Reproduce only the lines from the line containing "I need the bounding" to the end of the entries below, including both of those lines.

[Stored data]
◇ ◇ ◇

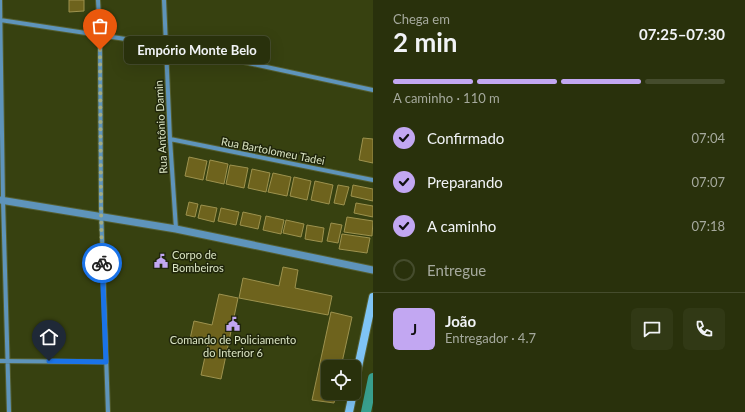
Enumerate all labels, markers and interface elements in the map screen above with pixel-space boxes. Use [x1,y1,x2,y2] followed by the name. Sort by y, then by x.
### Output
[83,9,117,50] pin
[393,11,450,27] text: Chega em
[89,15,111,37] icon: bag
[639,25,725,43] text: 07:25–07:30
[393,26,457,58] text: 2 min
[124,36,270,64] callout: Empório Monte Belo
[137,42,257,58] text: Empório Monte Belo
[152,80,169,174] street label: Rua Antônio Damin
[393,90,500,106] text: A caminho · 110 m
[393,127,415,149] icon: check
[427,129,504,147] text: Confirmado
[692,130,725,146] text: 07:04
[220,134,326,167] street label: Rua Bartolomeu Tadei
[393,171,415,193] icon: check
[427,173,503,191] text: Preparando
[692,174,725,190] text: 07:07
[393,215,415,237] icon: check
[427,217,496,235] text: A caminho
[692,218,725,234] text: 07:18
[82,243,122,283] courier
[172,248,224,274] place label: Corpo de Bombeiros
[91,252,113,274] icon: bike
[153,253,169,269] public building icon: Corpo de Bombeiros
[427,261,486,279] text: Entregue
[631,308,673,350] button: chat
[683,308,725,350] button: phone
[445,312,476,330] text: João
[225,316,241,332] public building icon: Comando de Policiamento do Interior 6
[32,320,66,361] pin
[411,320,417,338] text: J
[38,326,60,348] icon: home
[445,330,536,346] text: Entregador · 4.7
[170,333,296,359] place label: Comando de Policiamento do Interior 6
[321,360,361,400] map controls
[321,360,361,400] button: locate

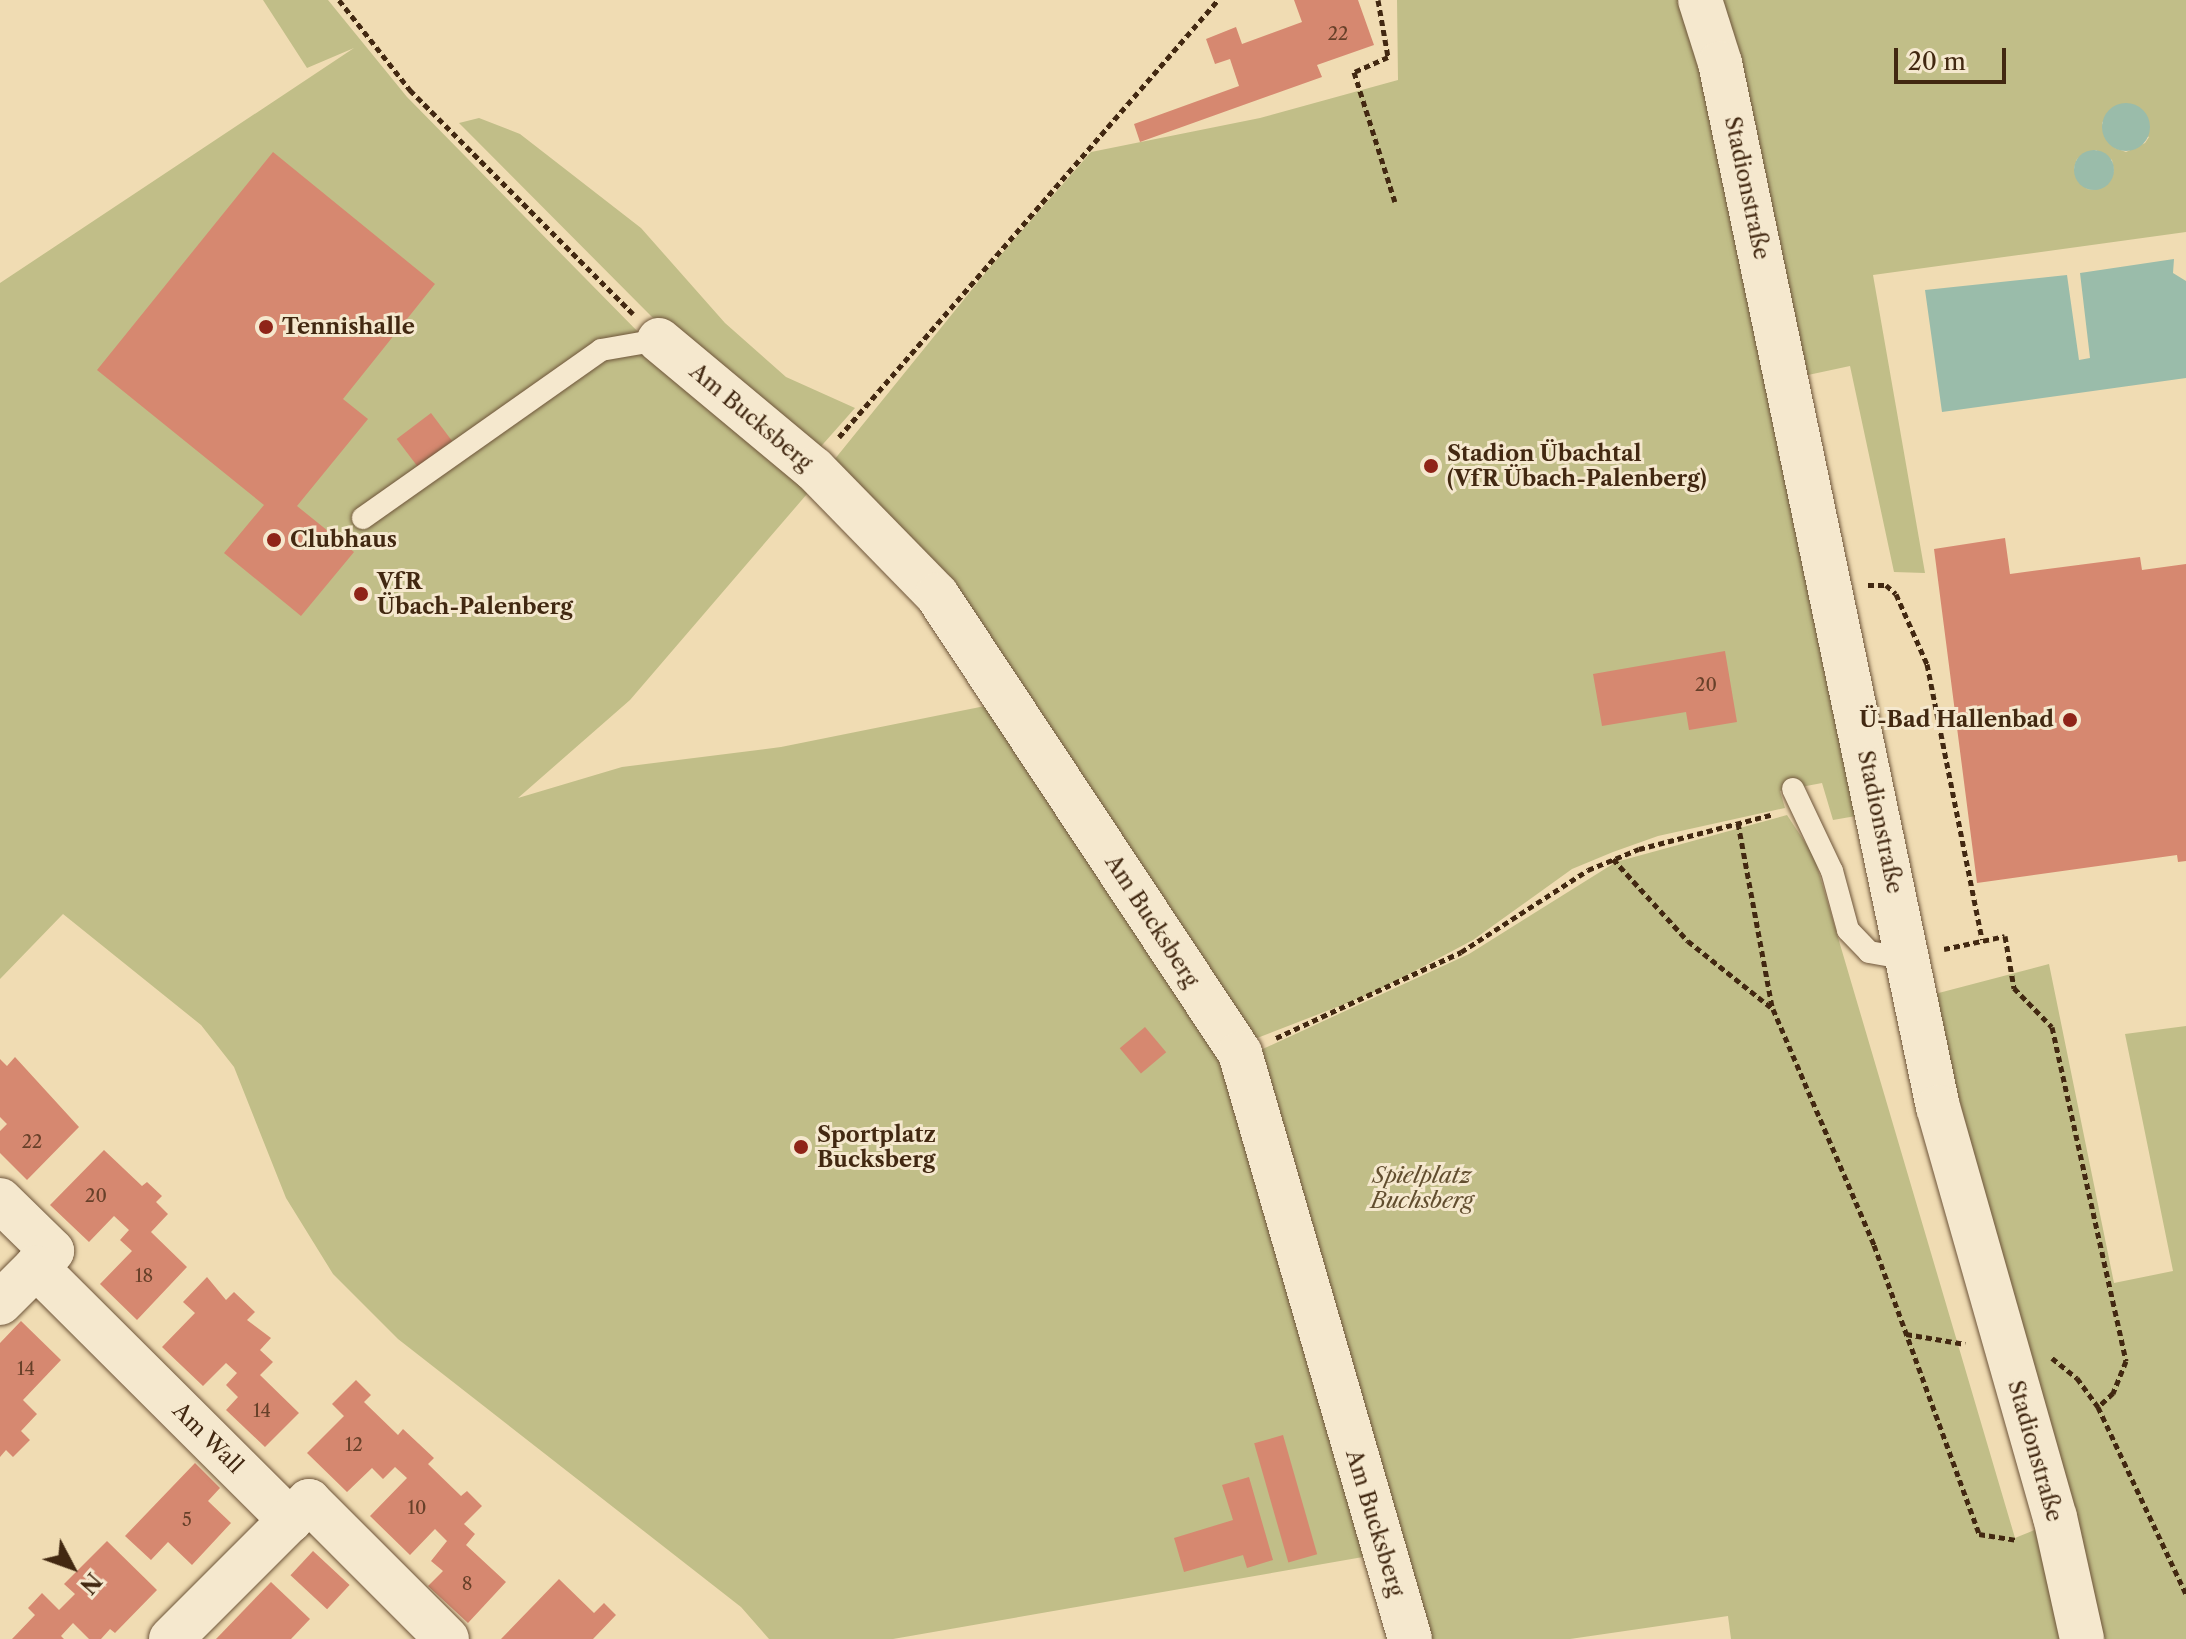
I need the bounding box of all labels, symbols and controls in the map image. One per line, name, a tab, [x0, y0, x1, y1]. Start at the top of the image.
house number: 22	[1328, 23, 1348, 45]
scale bar	[1898, 32, 2010, 82]
text: 20 m	[1908, 47, 1966, 76]
street label: Stadionstraße	[1719, 114, 1775, 262]
place label: Tennishalle	[282, 314, 415, 340]
marker: Tennishalle	[257, 318, 275, 336]
street label: Am Bucksberg	[684, 358, 818, 476]
place label: Stadion Übachtal (VfR Übach-Palenberg)	[1447, 440, 1707, 492]
marker: Stadion Übachtal (VfR Übach-Palenberg)	[1422, 457, 1440, 475]
place label: Clubhaus	[290, 527, 397, 553]
marker: Clubhaus	[265, 531, 283, 549]
place label: VfR Übach-Palenberg	[377, 568, 573, 620]
marker: VfR Übach-Palenberg	[352, 585, 370, 603]
house number: 20	[1695, 674, 1717, 696]
place label: Ü-Bad Hallenbad	[1859, 707, 2054, 733]
marker: Ü-Bad Hallenbad	[2061, 711, 2079, 729]
street label: Stadionstraße	[1852, 748, 1908, 896]
street label: Am Bucksberg	[1100, 850, 1204, 992]
place label: Sportplatz Bucksberg	[817, 1121, 936, 1172]
house number: 22	[22, 1131, 42, 1153]
marker: Sportplatz Bucksberg	[792, 1138, 810, 1156]
park label: Spielplatz Buchsberg	[1371, 1162, 1473, 1214]
house number: 20	[85, 1185, 107, 1207]
house number: 18	[135, 1265, 153, 1287]
house number: 14	[17, 1358, 35, 1380]
street label: Stadionstraße	[2002, 1377, 2068, 1525]
street label: Am Wall	[167, 1397, 249, 1479]
house number: 14	[253, 1400, 271, 1422]
house number: 12	[345, 1434, 363, 1456]
street label: Am Bucksberg	[1340, 1447, 1410, 1599]
house number: 10	[408, 1497, 426, 1519]
house number: 5	[182, 1509, 192, 1531]
north arrow	[32, 1527, 112, 1607]
text: N	[74, 1567, 107, 1599]
house number: 8	[462, 1573, 472, 1595]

◇ ◇ ◇

» **Solution to the exercise**:
I need the bounding box of all labels, symbols and controls in the map image. One per line, name, a tab, [x0, y0, x1, y1]. Start at the top of the image.
house number: 22	[1328, 23, 1348, 45]
scale bar	[1898, 32, 2010, 82]
text: 20 m	[1908, 47, 1966, 76]
street label: Stadionstraße	[1719, 114, 1775, 262]
place label: Tennishalle	[282, 314, 415, 340]
marker: Tennishalle	[257, 318, 275, 336]
street label: Am Bucksberg	[684, 358, 818, 476]
place label: Stadion Übachtal (VfR Übach-Palenberg)	[1447, 440, 1707, 492]
marker: Stadion Übachtal (VfR Übach-Palenberg)	[1422, 457, 1440, 475]
place label: Clubhaus	[290, 527, 397, 553]
marker: Clubhaus	[265, 531, 283, 549]
place label: VfR Übach-Palenberg	[377, 568, 573, 620]
marker: VfR Übach-Palenberg	[352, 585, 370, 603]
house number: 20	[1695, 674, 1717, 696]
place label: Ü-Bad Hallenbad	[1859, 707, 2054, 733]
marker: Ü-Bad Hallenbad	[2061, 711, 2079, 729]
street label: Stadionstraße	[1852, 748, 1908, 896]
street label: Am Bucksberg	[1100, 850, 1204, 992]
place label: Sportplatz Bucksberg	[817, 1121, 936, 1172]
house number: 22	[22, 1131, 42, 1153]
marker: Sportplatz Bucksberg	[792, 1138, 810, 1156]
park label: Spielplatz Buchsberg	[1371, 1162, 1473, 1214]
house number: 20	[85, 1185, 107, 1207]
house number: 18	[135, 1265, 153, 1287]
house number: 14	[17, 1358, 35, 1380]
street label: Stadionstraße	[2002, 1377, 2068, 1525]
street label: Am Wall	[167, 1397, 249, 1479]
house number: 14	[253, 1400, 271, 1422]
house number: 12	[345, 1434, 363, 1456]
street label: Am Bucksberg	[1340, 1447, 1410, 1599]
house number: 10	[408, 1497, 426, 1519]
house number: 5	[182, 1509, 192, 1531]
north arrow	[32, 1527, 112, 1607]
text: N	[74, 1567, 107, 1599]
house number: 8	[462, 1573, 472, 1595]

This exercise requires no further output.